School of Chemical Sciences
- Other name: SOCHEM
- Type: Autonomous
- Established: 1972
- Director: Dr. R. Prasad
- Faculty: 8
- Location: Indore, Madhya Pradesh, India
- Campus: Urban;
- Website: www.chemical.dauniv.ac.in

= School of Chemical Science (Indore, India) =

Chemistry and technical school

The School of Chemical Science or 'SOCHEM' is a Chemistry and Technical education school in Indore, India. SOCHEM is a University Teaching Department of Devi Ahilya University. The institute is situated in the Takshila Campus of Devi Ahilya University. It was founded in 1972.

The institution provides post graduate and Ph.D. level courses in its campus.

==History==
The School of Chemistry (now School of Chemical Sciences) established in 1972, is one of the Schools of Devi Ahilya University Indore. The School was founded with the services of Prof. W. V. Bhagwat, along with Later Prof. M. B. Antia, Late Prof. R. Kaushal and Prof. S. G. Harmalkar. Subsequently, many members became the faculty of this school. Ever since its international status. It is the only School of the State which was honoured two times with the prestigious Katju award (Prof. N. S. Poonia for the year 1983 and Prof. K. K. Pandey for the year 1990).

==Courses==
Admissions are carried out on an All-India basis and the students are drawn from different parts of the country.

To prepare trained Chemist Scientists for positions in drug and pharmaceutical industries and environmental organizations, School is running many courses in pharmaceutical sciences.

M. Sc. (Pharmaceutical Chemistry)

M. Sc. (Applied Chemistry)

M. Sc. (Chemistry)

==Admissions==
Admission in M.Sc. through Departmental Entrance Test conducted by Department itself followed by personal interview.
M.Sc. (Chemistry, Applied Chemistry and Pharmaceutical Chemistry)

- Total number of seats for each course: 20
- Course duration: Four Semesters (two years)
- Reservation for various categories will be as per Government Rules.
- Basic qualification: B.Sc. with 65% marks and Chemistry as one of the subjects.
- Admission of candidate with less than 50% marks will not be considered.

Admission in PhD is through DET conducted by Department.

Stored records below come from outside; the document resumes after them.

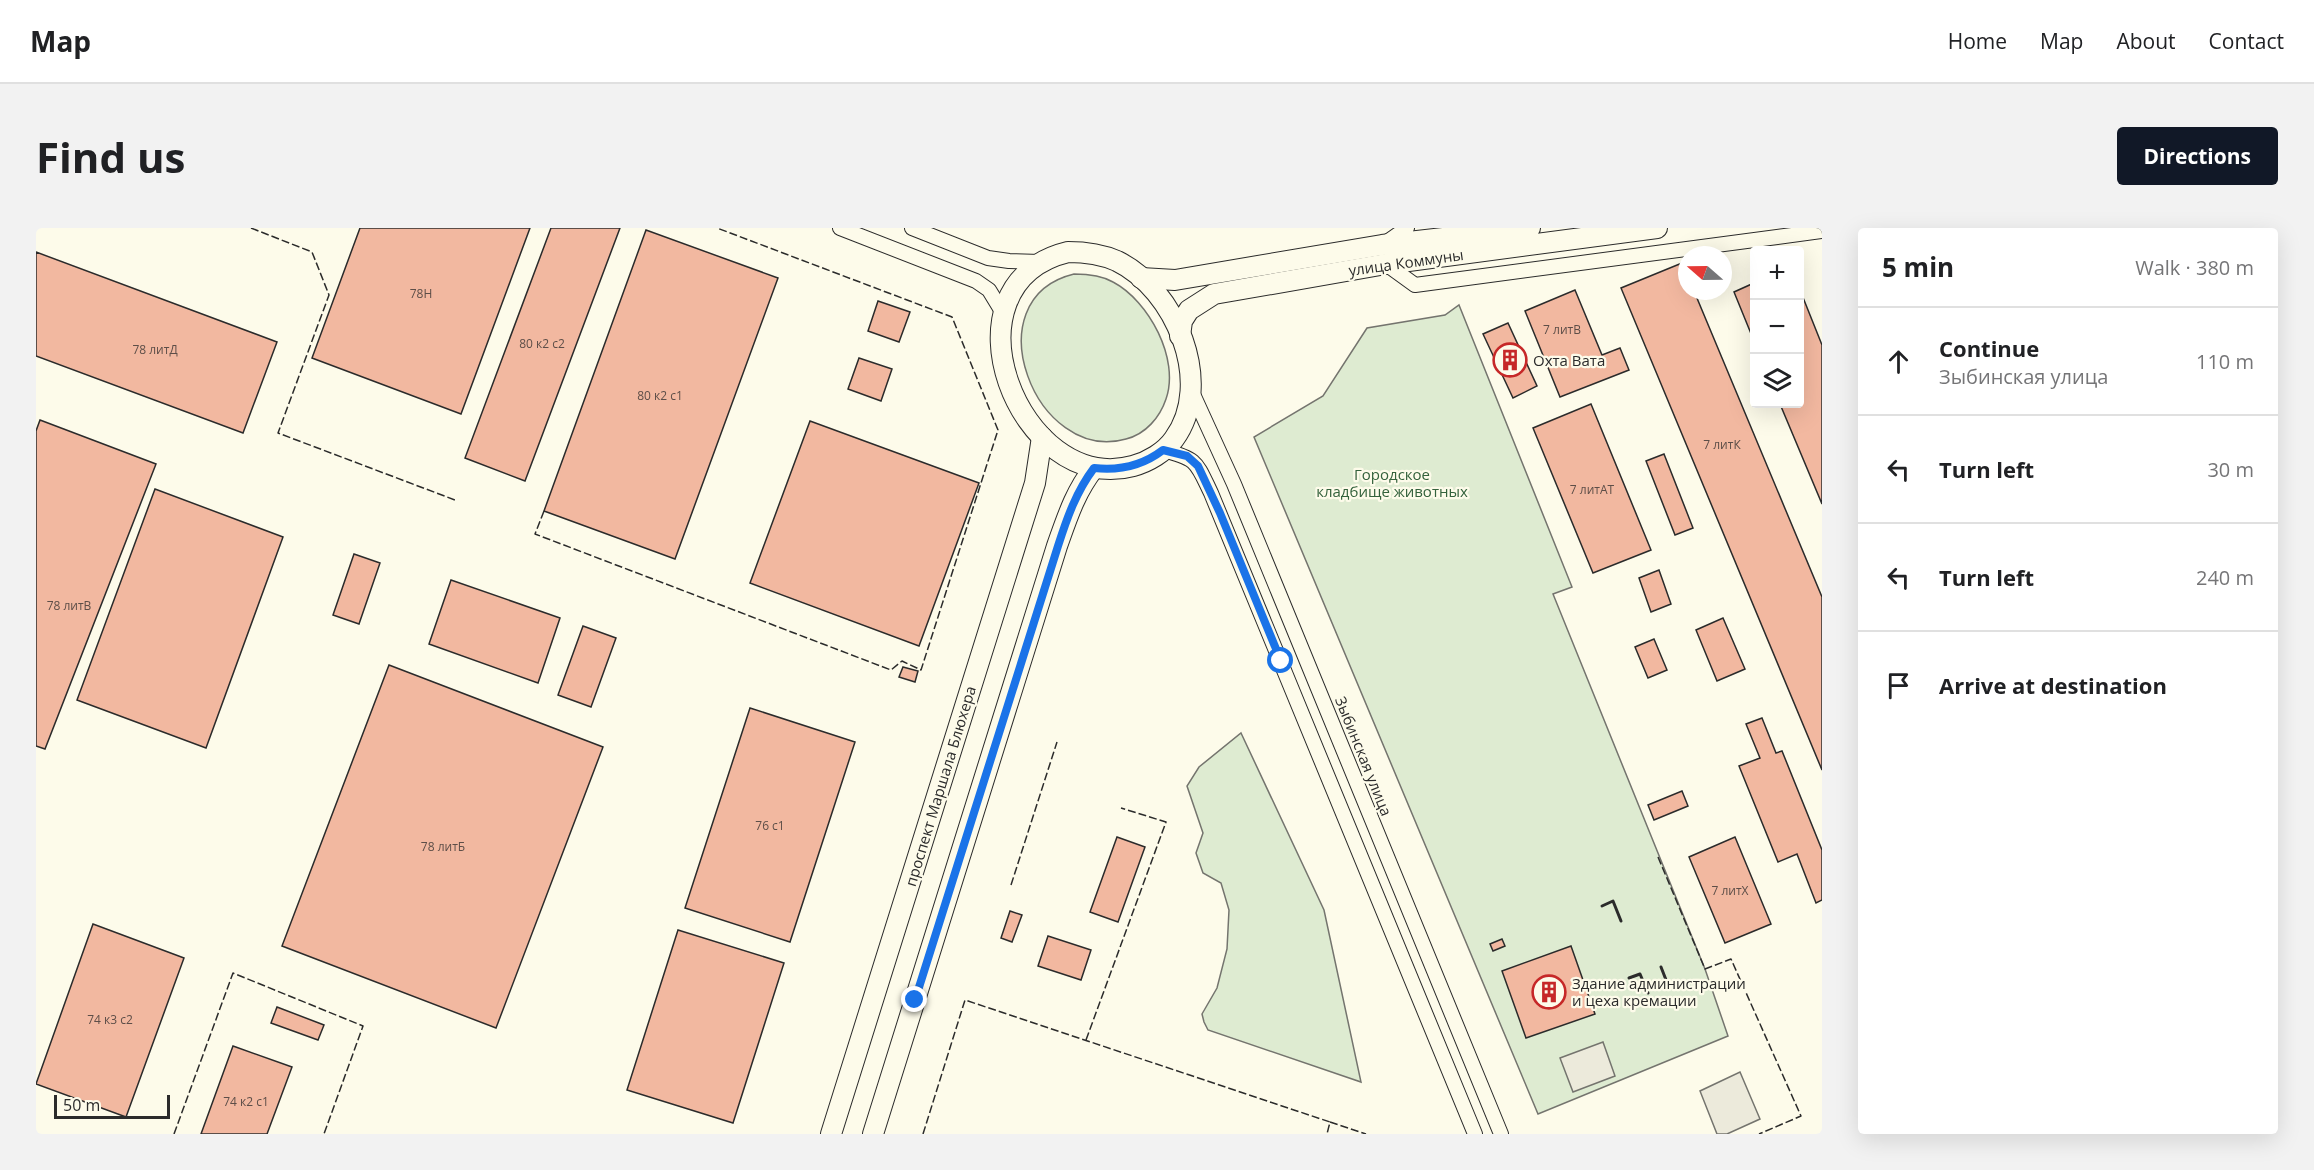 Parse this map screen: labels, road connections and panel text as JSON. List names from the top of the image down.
{
  "streets": {
    "street": ["улица Коммуны", "Зыбинская улица", "проспект Маршала Блюхера"]
  },
  "crossings": [
    ["улица Коммуны", "Зыбинская улица"],
    ["улица Коммуны", "проспект Маршала Блюхера"],
    ["Зыбинская улица", "проспект Маршала Блюхера"]
  ],
  "parks": ["Городское кладбище животных"],
  "places": {
    "building": ["Охта Вата", "Здание администрации и цеха кремации"]
  },
  "house_numbers": [
    "78Н",
    "7 литВ",
    "80 к2 с2",
    "78 литД",
    "80 к2 с1",
    "7 литК",
    "7 литАТ",
    "78 литВ",
    "76 с1",
    "78 литБ",
    "7 литХ",
    "74 к3 с2",
    "74 к2 с1"
  ],
  "scale_bar": "50 m",
  "north": "left",
  "page": {
    "header": "Map",
    "nav": [
      "Home",
      "Map",
      "About",
      "Contact"
    ],
    "buttons": "Directions",
    "title": "Find us",
    "heading": ["5 min", "Walk · 380 m"],
    "map_buttons": ["+", "−"],
    "list": [
      ["Continue", "Зыбинская улица", "110 m"],
      ["Turn left", "30 m"],
      ["Turn left", "240 m"],
      "Arrive at destination"
    ],
    "scale": "50 m"
  }
}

Relaxation to those candidates who have qualified NET or GATE examination followed by personal interview.

==Summer training and project work==
Summer training and project work in industries such as Ranbaxy, Glaxo, Lupin, Sarabhai Chemicals, Piramal Enterprises, IPCA, Dr. Reddy's Lab., Kirloskar Brothers, Cyno Pharma, Parke-Davis, Bridgestone and national institutes such as National Institute of Immunology, New Delhi, NCL, Pune, NIPER, Chandigarh, CDRI, Lucknow, IICT, Hyderabad, NEERI, Nagpur, RRL, Bhopal, National Research Centre for Soybean, Indore, Indian Institute of Petroleum, Dehradun, Central Food Technological Research Institute, Mysore, CAT, Indore, Inter University Consortium, Indore Centre, DMRL, Hyderabad, IISc, Bangalore.